Self-supervised learning for MRI reconstruction through mapping resampled k-space data to resampled k-space data.
Journal:
Magnetic resonance imaging
Published Date:
May 3, 2025
Abstract
In recent years, significant advancements have been achieved in applying deep learning (DL) to magnetic resonance imaging (MRI) reconstruction, which traditionally relies on fully sampled data. However, real-world clinical scenarios often demonstrate that the fully sampled data can be challenging or impossible to obtain due to physiological constraints, such as organ motion, and physical constraints, such as signal decay. In this paper, we introduce a self-supervised DL approach, termed randomly self-supervised learning via data undersampling (abbreviated as RSSDU), which is proficient in efficiently and accurately reconstructing images from undersampled MRI data without requiring fully sampled datasets as references.
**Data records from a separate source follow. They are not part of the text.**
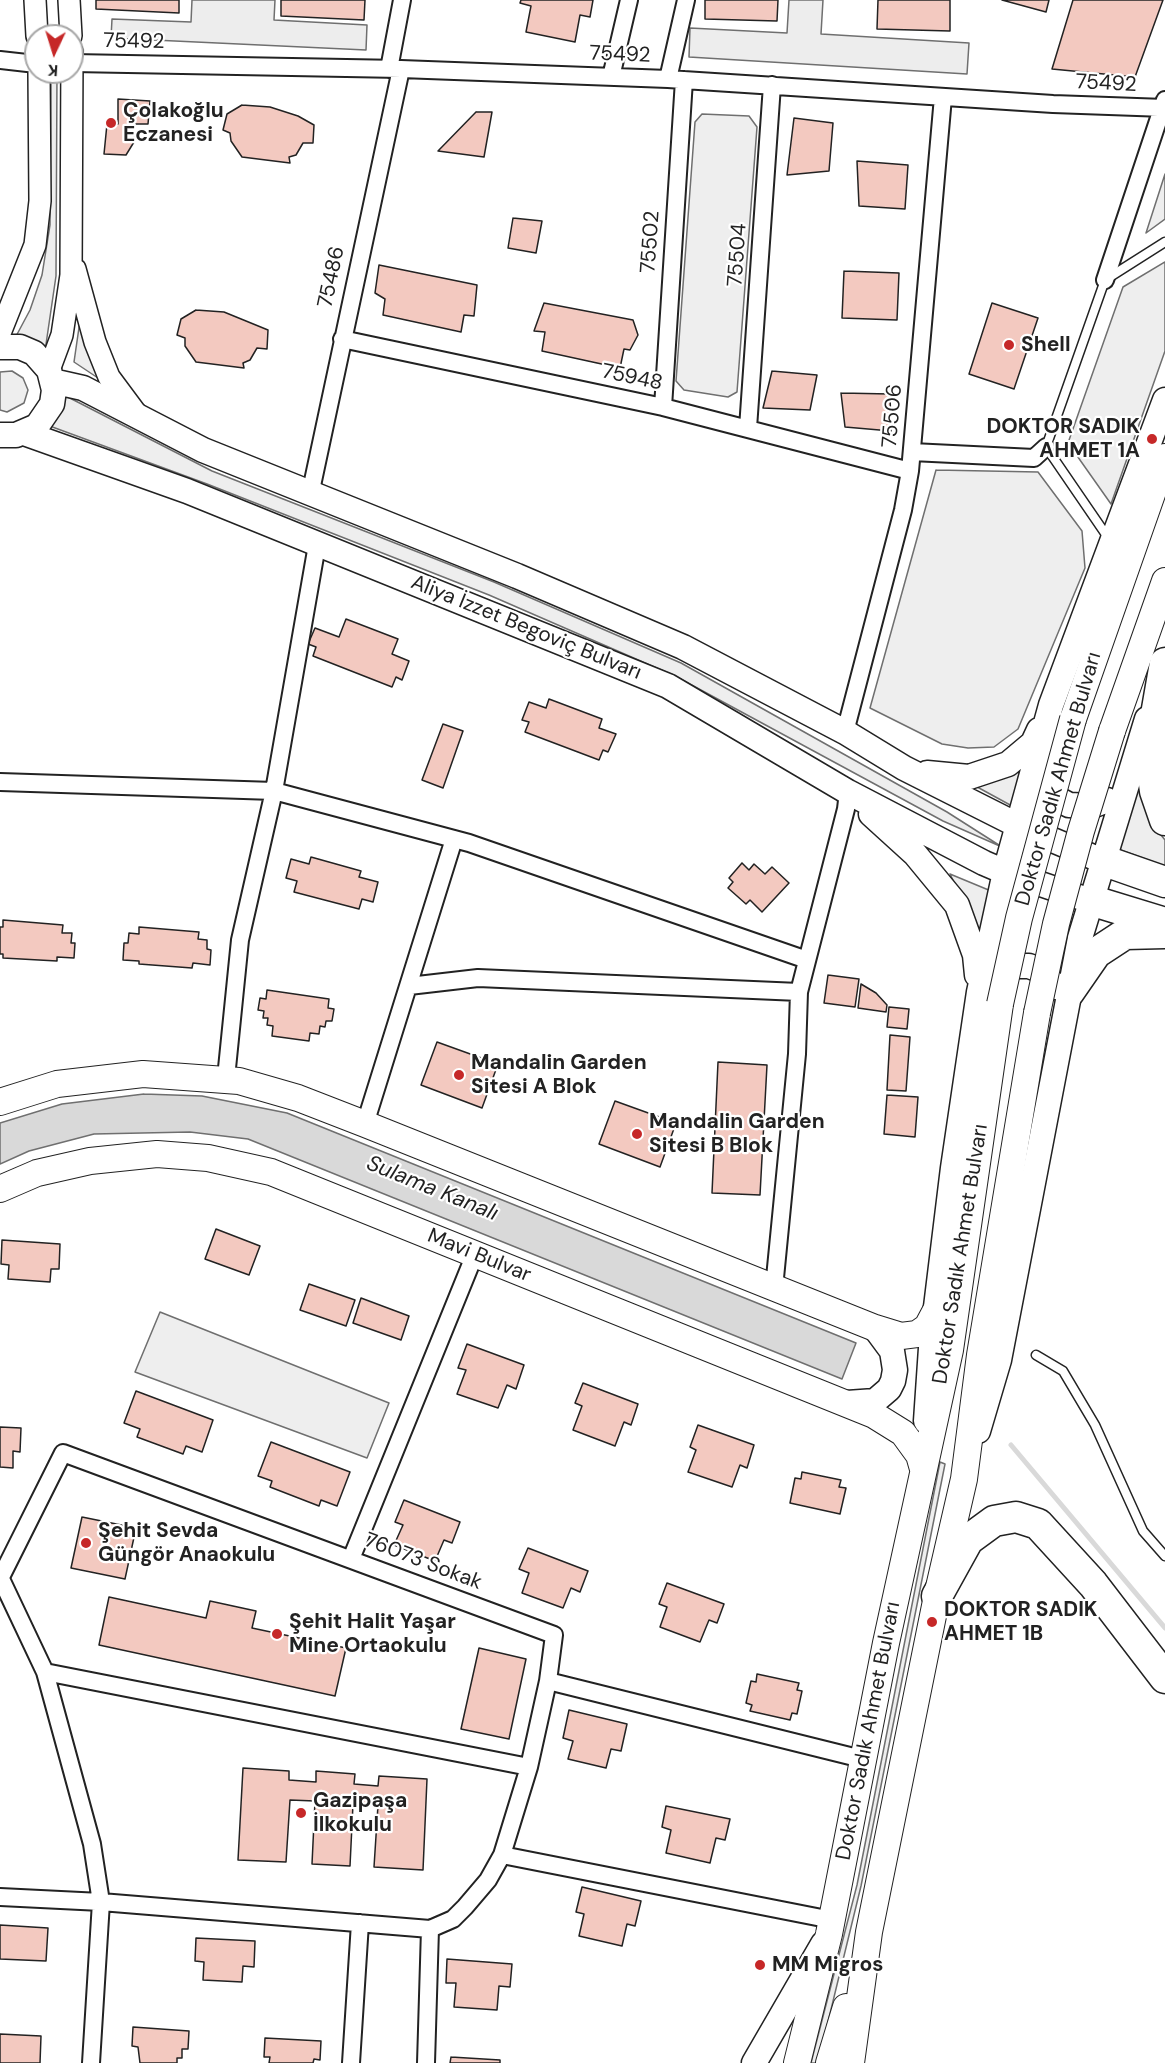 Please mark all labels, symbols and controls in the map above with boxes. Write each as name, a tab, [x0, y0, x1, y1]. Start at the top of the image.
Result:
north arrow	[24, 24, 84, 84]
street label: 75492	[103, 29, 165, 55]
street label: 75492	[589, 41, 651, 69]
text: K	[47, 60, 59, 81]
street label: 75492	[1075, 70, 1137, 98]
place label: Çolakoğlu Eczanesi	[123, 98, 224, 148]
marker: Çolakoğlu Eczanesi	[104, 116, 118, 130]
street label: 75502	[636, 210, 666, 274]
street label: 75504	[723, 223, 753, 287]
street label: 75486	[313, 244, 351, 310]
place label: Shell	[1021, 332, 1071, 358]
marker: Shell	[1002, 338, 1016, 352]
street label: 75948	[599, 359, 665, 397]
street label: 75506	[878, 383, 908, 449]
place label: DOKTOR SADIK AHMET 1A	[986, 414, 1140, 464]
marker: DOKTOR SADIK AHMET 1A	[1145, 432, 1159, 446]
street label: Aliya İzzet Begoviç Bulvarı	[407, 570, 645, 686]
street label: Doktor Sadık Ahmet Bulvarı	[1011, 649, 1107, 909]
place label: Mandalin Garden Sitesi A Blok	[471, 1050, 647, 1100]
marker: Mandalin Garden Sitesi A Blok	[452, 1068, 466, 1082]
place label: Mandalin Garden Sitesi B Blok	[649, 1109, 825, 1159]
street label: Doktor Sadık Ahmet Bulvarı	[928, 1122, 994, 1386]
marker: Mandalin Garden Sitesi B Blok	[630, 1127, 644, 1141]
water label: Sulama Kanalı	[362, 1151, 502, 1227]
street label: Mavi Bulvar	[424, 1224, 534, 1288]
place label: Şehit Sevda Güngör Anaokulu	[98, 1518, 275, 1568]
street label: 76073 Sokak	[361, 1528, 485, 1596]
marker: Şehit Sevda Güngör Anaokulu	[79, 1536, 93, 1550]
place label: DOKTOR SADIK AHMET 1B	[944, 1597, 1098, 1647]
street label: Doktor Sadık Ahmet Bulvarı	[832, 1600, 906, 1862]
place label: Şehit Halit Yaşar Mine Ortaokulu	[289, 1609, 456, 1659]
marker: DOKTOR SADIK AHMET 1B	[925, 1615, 939, 1629]
marker: Şehit Halit Yaşar Mine Ortaokulu	[270, 1627, 284, 1641]
place label: Gazipaşa İlkokulu	[313, 1788, 407, 1838]
marker: Gazipaşa İlkokulu	[294, 1806, 308, 1820]
place label: MM Migros	[772, 1952, 883, 1978]
marker: MM Migros	[753, 1958, 767, 1972]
The proposed method involves resampling the acquired k-space data twice to generate two subsets using the same undersampling pattern as the original acquisitions, albeit with different acceleration factors. Subsequently, a network is trained to learn to map from one of the sets to the other in a supervised manner. Extensive experiments demonstrate that the RSSDU method outperforms several well-known self-supervised methods, including SSDU and K-band, regarding peak signal-to-noise ratio and structural similarity index measurement.